There were a couple of bugs.

Articles that contained an ampersand caused problems with curl. The content after the first ampersand was lost. There were only eight or so articles that had that (thanks grep) so I remedied that by hand.
I didn’t like what Pandoc did with superscript. Because Josh had written these in Word every occurence of 7th or 20th had superscript. There were a number of ^ that needed to get erased. I used MarsEdit to both find the posts that had that, and do a quick find and replace with nothing. I wish that was a batch operation in MarsEdit but you have to do it one-by-one, but it is fast.
Pandoc also littered a bunch of backslash characters attempting to do some formatting. I had to fix those by hand too.

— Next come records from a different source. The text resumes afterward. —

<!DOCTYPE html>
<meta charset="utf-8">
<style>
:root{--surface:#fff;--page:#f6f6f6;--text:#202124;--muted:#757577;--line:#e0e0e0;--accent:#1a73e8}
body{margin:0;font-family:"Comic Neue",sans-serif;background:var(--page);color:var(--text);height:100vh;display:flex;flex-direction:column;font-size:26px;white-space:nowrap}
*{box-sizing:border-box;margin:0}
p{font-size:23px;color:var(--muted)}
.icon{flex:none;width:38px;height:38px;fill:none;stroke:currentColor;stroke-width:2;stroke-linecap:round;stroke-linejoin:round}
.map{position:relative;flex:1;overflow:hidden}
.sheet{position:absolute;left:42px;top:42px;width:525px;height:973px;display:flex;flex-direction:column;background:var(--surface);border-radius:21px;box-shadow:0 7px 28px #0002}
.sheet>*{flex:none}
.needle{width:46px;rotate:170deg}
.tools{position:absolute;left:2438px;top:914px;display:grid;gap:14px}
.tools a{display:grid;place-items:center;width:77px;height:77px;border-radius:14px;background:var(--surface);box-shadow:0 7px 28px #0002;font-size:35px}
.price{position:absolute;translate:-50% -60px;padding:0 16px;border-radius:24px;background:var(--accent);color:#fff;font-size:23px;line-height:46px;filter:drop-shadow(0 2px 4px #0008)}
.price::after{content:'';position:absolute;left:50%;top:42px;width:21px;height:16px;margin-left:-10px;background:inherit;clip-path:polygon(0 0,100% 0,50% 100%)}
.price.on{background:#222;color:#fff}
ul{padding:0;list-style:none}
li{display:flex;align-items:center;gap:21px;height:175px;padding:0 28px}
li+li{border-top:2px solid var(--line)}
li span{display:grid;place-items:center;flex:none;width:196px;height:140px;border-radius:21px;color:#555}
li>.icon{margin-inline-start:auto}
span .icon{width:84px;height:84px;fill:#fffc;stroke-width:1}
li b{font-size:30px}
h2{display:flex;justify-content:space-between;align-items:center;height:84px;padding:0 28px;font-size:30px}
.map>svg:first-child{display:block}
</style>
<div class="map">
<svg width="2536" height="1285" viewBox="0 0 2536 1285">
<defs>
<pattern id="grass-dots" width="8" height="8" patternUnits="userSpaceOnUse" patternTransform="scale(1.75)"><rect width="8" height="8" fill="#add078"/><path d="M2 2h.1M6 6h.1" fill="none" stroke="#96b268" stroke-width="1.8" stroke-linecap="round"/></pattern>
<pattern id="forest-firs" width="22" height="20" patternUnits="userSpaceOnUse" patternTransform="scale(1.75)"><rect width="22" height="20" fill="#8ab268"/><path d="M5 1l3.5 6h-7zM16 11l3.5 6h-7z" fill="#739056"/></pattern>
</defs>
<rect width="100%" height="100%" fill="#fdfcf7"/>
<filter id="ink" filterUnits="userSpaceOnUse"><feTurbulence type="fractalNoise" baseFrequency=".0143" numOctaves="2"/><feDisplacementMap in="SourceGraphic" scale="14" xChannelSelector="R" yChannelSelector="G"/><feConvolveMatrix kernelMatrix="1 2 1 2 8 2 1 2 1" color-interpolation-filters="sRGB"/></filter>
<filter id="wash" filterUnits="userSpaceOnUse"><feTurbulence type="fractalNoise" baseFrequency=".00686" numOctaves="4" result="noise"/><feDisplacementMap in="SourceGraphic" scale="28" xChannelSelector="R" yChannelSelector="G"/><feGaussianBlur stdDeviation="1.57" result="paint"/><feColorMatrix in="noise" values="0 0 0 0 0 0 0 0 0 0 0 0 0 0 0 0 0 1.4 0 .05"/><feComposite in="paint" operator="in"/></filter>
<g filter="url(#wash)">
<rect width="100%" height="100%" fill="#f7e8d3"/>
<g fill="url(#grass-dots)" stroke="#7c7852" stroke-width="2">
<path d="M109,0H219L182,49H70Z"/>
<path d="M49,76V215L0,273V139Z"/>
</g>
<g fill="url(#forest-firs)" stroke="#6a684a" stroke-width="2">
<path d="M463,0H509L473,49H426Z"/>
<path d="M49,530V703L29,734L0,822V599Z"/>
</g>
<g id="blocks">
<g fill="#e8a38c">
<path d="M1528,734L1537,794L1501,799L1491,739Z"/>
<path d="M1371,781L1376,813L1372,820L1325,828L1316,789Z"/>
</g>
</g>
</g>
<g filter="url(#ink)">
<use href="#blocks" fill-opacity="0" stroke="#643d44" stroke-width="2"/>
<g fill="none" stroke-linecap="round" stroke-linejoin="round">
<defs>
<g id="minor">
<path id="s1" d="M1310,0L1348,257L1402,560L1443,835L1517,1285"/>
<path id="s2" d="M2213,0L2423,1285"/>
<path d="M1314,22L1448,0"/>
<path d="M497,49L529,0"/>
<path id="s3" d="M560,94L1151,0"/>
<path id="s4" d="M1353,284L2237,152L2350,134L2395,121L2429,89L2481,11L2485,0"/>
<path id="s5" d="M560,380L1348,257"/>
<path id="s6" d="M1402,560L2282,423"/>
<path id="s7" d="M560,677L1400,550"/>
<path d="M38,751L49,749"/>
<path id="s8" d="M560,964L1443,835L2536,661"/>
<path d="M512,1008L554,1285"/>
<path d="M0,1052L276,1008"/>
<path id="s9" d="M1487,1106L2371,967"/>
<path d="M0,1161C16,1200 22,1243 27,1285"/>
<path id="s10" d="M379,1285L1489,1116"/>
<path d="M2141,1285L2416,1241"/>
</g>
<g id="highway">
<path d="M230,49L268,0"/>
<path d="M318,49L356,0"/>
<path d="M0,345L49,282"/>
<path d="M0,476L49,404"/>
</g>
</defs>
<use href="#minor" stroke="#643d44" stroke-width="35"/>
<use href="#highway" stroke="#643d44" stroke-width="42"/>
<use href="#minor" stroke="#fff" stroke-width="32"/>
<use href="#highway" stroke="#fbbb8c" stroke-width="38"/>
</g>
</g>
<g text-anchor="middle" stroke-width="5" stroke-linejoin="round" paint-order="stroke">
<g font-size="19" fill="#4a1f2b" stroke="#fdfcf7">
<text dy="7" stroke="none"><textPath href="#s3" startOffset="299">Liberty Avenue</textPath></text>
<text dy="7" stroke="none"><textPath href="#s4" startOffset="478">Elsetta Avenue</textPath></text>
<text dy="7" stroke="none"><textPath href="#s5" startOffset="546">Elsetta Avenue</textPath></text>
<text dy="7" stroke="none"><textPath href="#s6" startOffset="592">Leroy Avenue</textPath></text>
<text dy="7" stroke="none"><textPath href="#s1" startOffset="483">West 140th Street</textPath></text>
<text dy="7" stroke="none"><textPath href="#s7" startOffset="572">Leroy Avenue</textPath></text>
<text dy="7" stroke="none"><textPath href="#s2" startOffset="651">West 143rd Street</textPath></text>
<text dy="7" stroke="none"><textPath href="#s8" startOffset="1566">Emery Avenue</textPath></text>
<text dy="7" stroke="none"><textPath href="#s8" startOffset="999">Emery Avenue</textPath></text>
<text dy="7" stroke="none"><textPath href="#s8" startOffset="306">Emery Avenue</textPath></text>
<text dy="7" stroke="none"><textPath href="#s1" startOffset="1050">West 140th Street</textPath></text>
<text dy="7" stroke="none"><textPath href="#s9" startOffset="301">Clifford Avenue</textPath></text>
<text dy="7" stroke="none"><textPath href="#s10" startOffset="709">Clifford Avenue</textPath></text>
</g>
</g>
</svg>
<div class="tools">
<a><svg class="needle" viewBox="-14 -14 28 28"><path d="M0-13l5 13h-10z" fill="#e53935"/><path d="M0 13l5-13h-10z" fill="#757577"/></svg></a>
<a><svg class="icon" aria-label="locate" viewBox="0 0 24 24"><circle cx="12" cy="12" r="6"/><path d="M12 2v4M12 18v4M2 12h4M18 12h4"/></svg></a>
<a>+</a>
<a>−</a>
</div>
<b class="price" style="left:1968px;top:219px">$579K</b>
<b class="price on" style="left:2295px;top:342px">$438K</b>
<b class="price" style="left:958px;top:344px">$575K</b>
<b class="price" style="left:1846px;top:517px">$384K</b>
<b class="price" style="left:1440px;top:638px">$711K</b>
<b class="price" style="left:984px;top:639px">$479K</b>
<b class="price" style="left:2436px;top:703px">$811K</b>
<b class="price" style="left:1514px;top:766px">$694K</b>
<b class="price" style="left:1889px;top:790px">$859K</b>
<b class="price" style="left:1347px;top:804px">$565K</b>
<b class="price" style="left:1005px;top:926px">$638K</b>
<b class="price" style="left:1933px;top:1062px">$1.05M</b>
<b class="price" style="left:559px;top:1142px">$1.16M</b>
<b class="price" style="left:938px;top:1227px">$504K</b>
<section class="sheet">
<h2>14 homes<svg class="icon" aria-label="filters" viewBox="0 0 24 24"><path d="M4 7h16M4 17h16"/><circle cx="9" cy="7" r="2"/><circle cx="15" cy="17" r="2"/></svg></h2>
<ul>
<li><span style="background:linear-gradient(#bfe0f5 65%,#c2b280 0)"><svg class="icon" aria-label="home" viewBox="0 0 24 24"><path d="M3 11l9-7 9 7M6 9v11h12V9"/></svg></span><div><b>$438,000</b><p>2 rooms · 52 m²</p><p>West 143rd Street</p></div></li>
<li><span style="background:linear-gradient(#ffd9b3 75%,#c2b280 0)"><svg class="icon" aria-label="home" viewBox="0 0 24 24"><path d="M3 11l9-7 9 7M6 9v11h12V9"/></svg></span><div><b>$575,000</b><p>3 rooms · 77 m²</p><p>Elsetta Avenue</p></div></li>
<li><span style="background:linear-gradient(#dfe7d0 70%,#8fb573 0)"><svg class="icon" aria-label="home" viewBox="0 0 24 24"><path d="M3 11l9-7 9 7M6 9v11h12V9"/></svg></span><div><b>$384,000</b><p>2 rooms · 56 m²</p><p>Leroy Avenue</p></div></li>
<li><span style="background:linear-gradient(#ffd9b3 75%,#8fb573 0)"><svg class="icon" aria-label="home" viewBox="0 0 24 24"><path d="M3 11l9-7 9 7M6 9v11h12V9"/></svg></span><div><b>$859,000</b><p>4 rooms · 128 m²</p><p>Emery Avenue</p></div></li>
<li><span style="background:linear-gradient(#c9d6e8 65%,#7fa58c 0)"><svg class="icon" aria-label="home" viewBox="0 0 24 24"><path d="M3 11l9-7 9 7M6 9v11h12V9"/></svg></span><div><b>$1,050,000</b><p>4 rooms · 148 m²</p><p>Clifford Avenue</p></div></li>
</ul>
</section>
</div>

It is entirely possible if I spent more time with the Pandoc testing I could have avoided the last two. Pandoc doesn’t have command line flags for those but it does have multiple Markdown targets and some of them may have made more suitable Markdown for me. Either way it only took about 10 minutes to clean up thanks to MarsEdit.

Wrapping up

I was pretty happy that I go this all going and even completed in just a couple of hours. The rest of the archive will be less easy to get, but with this we got a great start!